Zeichner Alex Solman
„Boateng und Lindemann würde ich nicht zeichnen“

4 min
Das Bild zeigt den Künstler Alex Solman. Foto: Mark Frost

Das Bild zeigt den Zeichner Alex Solman

Alex Solman porträtiert Verstorbene von David Bowie über Uwe Seeler bis Lothar König. Ein Gespräch über den Hamburger Golden Pudel-Club, sein Verhältnis zum Tod und warum er die von ihm Porträtierten nicht heroisiert.

Herr Solman, was bedeutet der Tod für Sie?

Das ist für mich ein völlig nebulöses Thema, ein Thema, obwohl es vielleicht gar nicht den Anschein hat, dass ich gerne verdränge.

Haben Sie Angst vor dem Tod?

Wie Geron Klug, mit dem ich zusammen das Buch ‚Staying Alive‘ gemacht habe, gesagt hat: vorm Sterben ja, vor dem Tod nein. Was soll sein? Es ist einfach vorbei, Schluss, Aus, Ende. Das ist vielleicht schwer vorstellbar, aber da ist halt nichts mehr – glaube ich jedenfalls. Lassen wir uns überraschen.

Dass Sie sich noch nie mit dem Tod auseinandergesetzt haben, überrascht, denn Sie zeichnen seit Jahren Verstorbene – von denen jetzt eine Auswahl in Ihrem Buch ‚Staying Alive‘ erschienen ist. Zuletzt waren das etwa der Schlagerkomponist Jack White, Giorgio Armani oder Sly Stone. Wie kamen Sie dazu, öffentliche Personen, nach deren Tod zu zeichnen?

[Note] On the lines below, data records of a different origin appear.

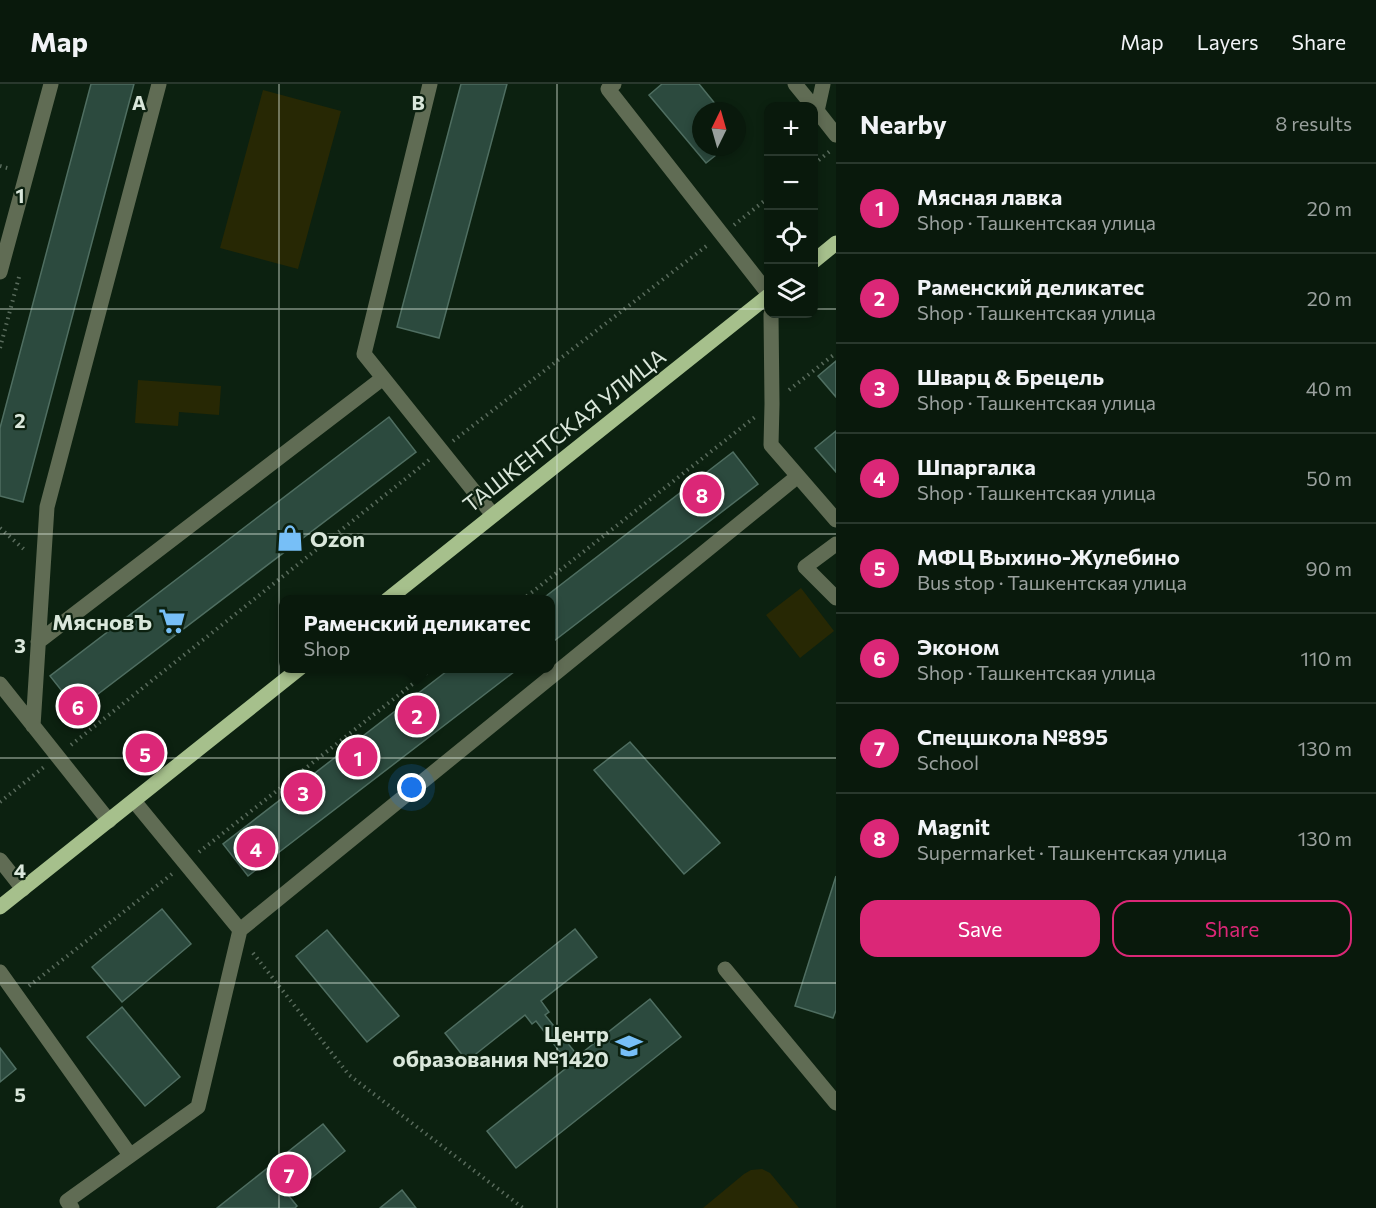 <!DOCTYPE html>
<html lang="en">
<head>
<meta charset="utf-8">
<style>
	body { margin:0; font-family:Commissioner,sans-serif; background:#122215; color:#f1f3f6 }
	.controls { position:absolute; right:18px; top:18px; display:grid; overflow:hidden; border-radius:12px; box-shadow:0 3px 9px #0003 }
	.controls button { width:54px; height:54px; display:grid; place-items:center; padding:0; border:0; border-bottom:2px solid #29382d; background:#09190c; color:#f1f3f6; font:30px sans-serif }
	.compass { position:absolute; left:692px; top:18px; width:54px; height:54px; border-radius:50%; background:#09190c; box-shadow:0 3px 9px #0003; rotate:5deg }
	.you { position:absolute; left:412px; top:704px; width:21px; height:21px; margin:-15px; border:4px solid #fff; border-radius:50%; background:#1a73e8; box-shadow:0 0 0 9px #1a73e833 }
	.badge { display:grid; place-items:center; width:39px; height:39px; border-radius:50%; background:#db2777; color:#fff; font-size:20px; font-weight:700 }
	.pin { position:absolute; translate:-50% -50%; border:3px solid #fff; box-shadow:0 2px 6px #0006 }
	.popup { position:absolute; left:279px; top:511px; width:276px; height:78px; box-sizing:border-box; display:grid; place-content:center; border-radius:12px; background:#09190c; filter:drop-shadow(0 2px 4px #0005); font-size:20px; white-space:nowrap; color:#99a09d }
	.popup b { font-size:22px; color:#f1f3f6 }
	.popup::after { content:''; position:absolute; left:50%; top:100%; margin-left:-12px; border:12px solid transparent; border-top-color:#09190c }
	.list { margin:0; padding:0; list-style:none }
	h2 { display:flex; justify-content:space-between; align-items:center; height:78px; margin:0; padding:0 24px; font-size:26px }
	h2 small { font-size:20px; font-weight:400; color:#99a09d }
	.list li { display:grid; grid-template-columns:39px 1fr auto; gap:18px; align-items:center; box-sizing:border-box; height:90px; padding:0 24px; border-top:2px solid #29382d }
	.list b { display:block; font-size:22px; white-space:nowrap }
	.list p { margin:0; font-size:20px; white-space:nowrap; color:#99a09d }
	.list em { font-size:20px; font-style:normal; color:#99a09d }
	.actions { display:flex; gap:12px; padding:18px 24px }
	.actions a { flex:1; padding:14px 0; border:2px solid #db2777; border-radius:18px; text-align:center; font-size:21px; color:#db2777 }
	.actions .main { background:#db2777; color:#fff }
	.icon { flex:none; width:33px; height:33px; fill:none; stroke:currentColor; stroke-width:2; stroke-linecap:round; stroke-linejoin:round }
	.map { position:relative; flex:none; width:836px; height:1124px; overflow:hidden }
	header { display:flex; align-items:center; gap:36px; box-sizing:border-box; height:84px; padding:0 30px; background:#09190c; border-bottom:2px solid #29382d }
	header strong { font-size:28px }
	nav { display:flex; gap:33px; margin-inline-start:auto; font-size:21px }
	main { display:flex }
	aside { flex:1; background:#09190c }
	.map>svg:first-child { display:block }
	.green { fill:#272804 }
	.building { fill:#2c4a3e; stroke:#4f6e61; stroke-width:1.5 }
	.lines { fill:none; stroke-linecap:round; stroke-linejoin:round }
	.path { stroke:#596b5c; stroke-width:4; stroke-dasharray:1.5 4.5; stroke-linecap:butt }
	.minor { stroke:#606c54; stroke-width:15 }
	.major { stroke:#a6c08c; stroke-width:15 }
	.grid { fill:none; stroke:#dae7db; stroke-width:1.5; stroke-opacity:0.55 }
	.labels { text-anchor:middle; dominant-baseline:central; stroke-width:4.5; stroke-linejoin:round; paint-order:stroke }
	.street-label { font-size:22px; fill:#dae7db; stroke:#0c2110 }
	.poi-label { font-size:22px; font-weight:bold; fill:#dae7db; stroke:#0c2110; text-anchor:end }
	.grid-label { font-size:20px; text-anchor:middle; font-weight:bold; fill:#dae7db; stroke:#0c2110; stroke-width:4.5; stroke-linejoin:round; paint-order:stroke }
</style>
</head>
<body>
<header>
<strong>Map</strong>
<nav><a>Map</a><a>Layers</a><a>Share</a></nav>
</header>
<main>
<div class="map">
<svg width="836" height="1124" viewBox="0 0 836 1124">
	<rect width="100%" height="100%" fill="#0c2110"/>
	<!-- green -->
	<path class="green" d="M263 6 341 27 298 185 220 164Z
		M138 296 221 302 219 331 179 328 178 342 135 339Z
		M801 504 834 547 800 574 766 531Z
		M762 1085 770 1089 799 1124H703L744 1090 751 1086Z"/>
	<!-- building -->
	<path class="building" d="M91 0H134L23 418 0 412V344Z
		M461 0H507L439 254 397 243Z
		M662 0H699L721 27H701V63H726L706 79 649 11Z
		M836 277V313L818 292Z
		M389 333 416 368 77 626 50 592Z
		M836 347V388L815 364Z
		M733 368 758 400 550 560V516H541Z
		M451 584H519L248 792 223 760Z
		M630 658 720 759 684 790 594 686Z
		M836 792V926L833 934 795 922Z
		M162 825 191 860 122 918 92 883Z
		M575 845 597 873 541 917 549 928 545 931 578 972 650 915 681 953 516 1084 487 1047 570 981 536 937 532 940 525 931 467 977 445 949Z
		M327 846 399 932 367 958 296 872Z
		M122 923 180 993 145 1022 87 953Z
		M0 964 16 985 0 998Z
		M323 1040 345 1067 289 1112 297 1122 295 1124H217Z
		M402 1106 416 1124H380Z"/>
	<g class="lines">
		<!-- path -->
		<path class="path" d="M814 80 830 67
			M0 82 11 85
			M734 141 768 114
			M0 264 19 193
			M789 306 836 269
			M453 357 709 160
			M0 444 26 467
			M522 516 755 333
			M71 661 429 376
			M0 718 44 683
			M199 768 433 584
			M253 869 349 991 523 1124
			M29 902 172 790"/>
		<!-- minor -->
		<path class="minor" d="M430 0 364 270 493 431
			M614 0 608 5 768 209
			M795 0 813 22
			M814 23 836 51
			M817 27 823 0
			M0 188 51 0
			M771 230 772 320 771 361 836 436
			M836 460 805 483 836 514
			M38 558 383 294
			M0 600 109 737
			M33 642 47 423 159 0
			M134 717 240 846
			M0 776 23 805
			M725 885 836 1019
			M0 888 130 1071
			M72 1124 67 1117 198 1023 240 846 798 392"/>
		<!-- major -->
		<path class="major" d="M814 177 836 159
			M387 516 768 212
			M0 823 300 584"/>
	</g>
	<!-- grid -->
	<path class="grid" d="M279 0V1124M557 0V1124M0 225H768M814 225H836M0 450H836M0 674H836M0 899H836"/>
	<!-- icons -->
	<defs>
		<symbol id="shop-bare" viewBox="-9 -9 18 18"><path d="M-5-2.5h2.3a2.7 3.5 0 0 1 5.4 0H5L5.5 6h-11ZM-1.5-2.5h3a1.5 2.3 0 0 0-3 0Z" fill="#77bff7" stroke="#0c2110" stroke-width="2.5" paint-order="stroke"/></symbol>
		<symbol id="supermarket-bare" viewBox="-9 -9 18 18"><path d="M-6-5.5h2.5l.6 2H6L4.5 2H-2.5L-4.4-4H-6ZM-1.5 3.2a1.3 1.3 0 1 0 .1 0ZM3 3.2a1.3 1.3 0 1 0 .1 0Z" fill="#77bff7" stroke="#0c2110" stroke-width="2.5" paint-order="stroke"/></symbol>
		<symbol id="school-bare" viewBox="-9 -9 18 18"><path d="M0-5L7-2L0 1L-7-2ZM-4 1L0 2.5L4 1V4Q0 6-4 4Z" fill="#77bff7" stroke="#0c2110" stroke-width="2.5" paint-order="stroke"/></symbol>
	</defs>
	<g fill-rule="evenodd">
		<use href="#shop-bare" x="271" y="435" width="38" height="38"/>
		<use href="#supermarket-bare" x="153" y="518" width="38" height="38"/>
		<use href="#school-bare" x="610" y="943" width="38" height="38"/>
	</g>
	<g class="labels">
		<!-- street labels -->
		<g class="street-label">
			<text transform="translate(564 346) rotate(-38)">ТАШКЕНТСКАЯ УЛИЦА</text>
		</g>
		<!-- poi labels -->
		<g class="poi-label">
			<text x="310" y="454" text-anchor="start">Ozon</text>
			<text x="152" y="537">МясновЪ</text>
			<text x="609" y="949">Центр<tspan x="609" dy="25">образования №1420</tspan></text>
		</g>
	</g>
	<g class="grid-label">
		<text x="139" y="26">A</text>
		<text x="418" y="26">B</text>
		<text x="20" y="119">1</text>
		<text x="20" y="344">2</text>
		<text x="20" y="569">3</text>
		<text x="20" y="794">4</text>
		<text x="20" y="1018">5</text>
	</g>
</svg>
<div class="controls">
<button>+</button>
<button>−</button>
<button><svg class="icon" aria-label="locate" viewBox="0 0 24 24"><circle cx="12" cy="12" r="6"/><path d="M12 2v4M12 18v4M2 12h4M18 12h4"/></svg></button>
<button><svg class="icon" aria-label="layers" viewBox="0 0 24 24"><path d="M12 4l9 5-9 5-9-5zM3 14l9 5 9-5"/></svg></button>
</div>
<svg class="compass" viewBox="-18 -18 36 36"><path d="M0-13l5 13h-10z" fill="#e53935"/><path d="M0 13l5-13h-10z" fill="#99a09d"/></svg>
<div class="you"></div>
<div class="pin badge" style="left:358px;top:673px">1</div>
<div class="pin badge" style="left:417px;top:631px">2</div>
<div class="popup"><b>Раменский деликатес</b>Shop</div>
<div class="pin badge" style="left:303px;top:708px">3</div>
<div class="pin badge" style="left:256px;top:764px">4</div>
<div class="pin badge" style="left:145px;top:669px">5</div>
<div class="pin badge" style="left:78px;top:622px">6</div>
<div class="pin badge" style="left:289px;top:1090px">7</div>
<div class="pin badge" style="left:702px;top:410px">8</div>
</div>
<aside>
<h2>Nearby<small>8 results</small></h2>
<ul class="list">
<li><span class="badge">1</span><div><b>Мясная лавка</b><p>Shop · Ташкентская улица</p></div><em>20 m</em></li>
<li><span class="badge">2</span><div><b>Раменский деликатес</b><p>Shop · Ташкентская улица</p></div><em>20 m</em></li>
<li><span class="badge">3</span><div><b>Шварц &amp; Брецель</b><p>Shop · Ташкентская улица</p></div><em>40 m</em></li>
<li><span class="badge">4</span><div><b>Шпаргалка</b><p>Shop · Ташкентская улица</p></div><em>50 m</em></li>
<li><span class="badge">5</span><div><b>МФЦ Выхино-Жулебино</b><p>Bus stop · Ташкентская улица</p></div><em>90 m</em></li>
<li><span class="badge">6</span><div><b>Эконом</b><p>Shop · Ташкентская улица</p></div><em>110 m</em></li>
<li><span class="badge">7</span><div><b>Спецшкола №895</b><p>School</p></div><em>130 m</em></li>
<li><span class="badge">8</span><div><b>Magnit</b><p>Supermarket · Ташкентская улица</p></div><em>130 m</em></li>
</ul>
<div class="actions"><a class="main">Save</a><a>Share</a></div>
</aside>
</main>
</body>
</html>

Das ging zu der Zeit los, als in kurzer Folge Prince, Georg Michael, Lemmy von Motörhead und David Bowie gestorben sind. Ich war von niemandem von denen großer Fan, aber die haben mich alle ein Leben lang begleitet. Denn ich bin begeisterter Musik-Freund, ich sammle Schallplatten, ich höre den ganzen Tag Musik und bin da auch sehr offen - von Italo-Disco über Black Metal bis zu zeitgenössischen Kompositionen ist alles dabei. Und eines Morgens kam mir die Idee, David Bowie zu zeichnen - so als Fingerübung.

Ich habe dann die Zeichnung gemacht, veröffentlicht – und sie kam gut an. Dann ging es Schlag auf Schlag, und sehr schnell fing es an, dass Leute darauf gewartet haben, dass ich ein Portrait zeichne und mich darauf hingewiesen haben, dass der und der gestorben sind.

Auf dem Bild ist eine Abbildung des Covers des Buches Staying Alive zu sehen. Foto: Dumont Buchverlag

Das Bild zeigt das Cover des Buches Staying Alive von Alex Solman und Gereon Klug.

Angefangen haben Sie mit Zeichnungen für den Hamburger Golden Pudel-Club, für den Sie zuerst Flyer, später dann das komplette Artwork gestaltet haben.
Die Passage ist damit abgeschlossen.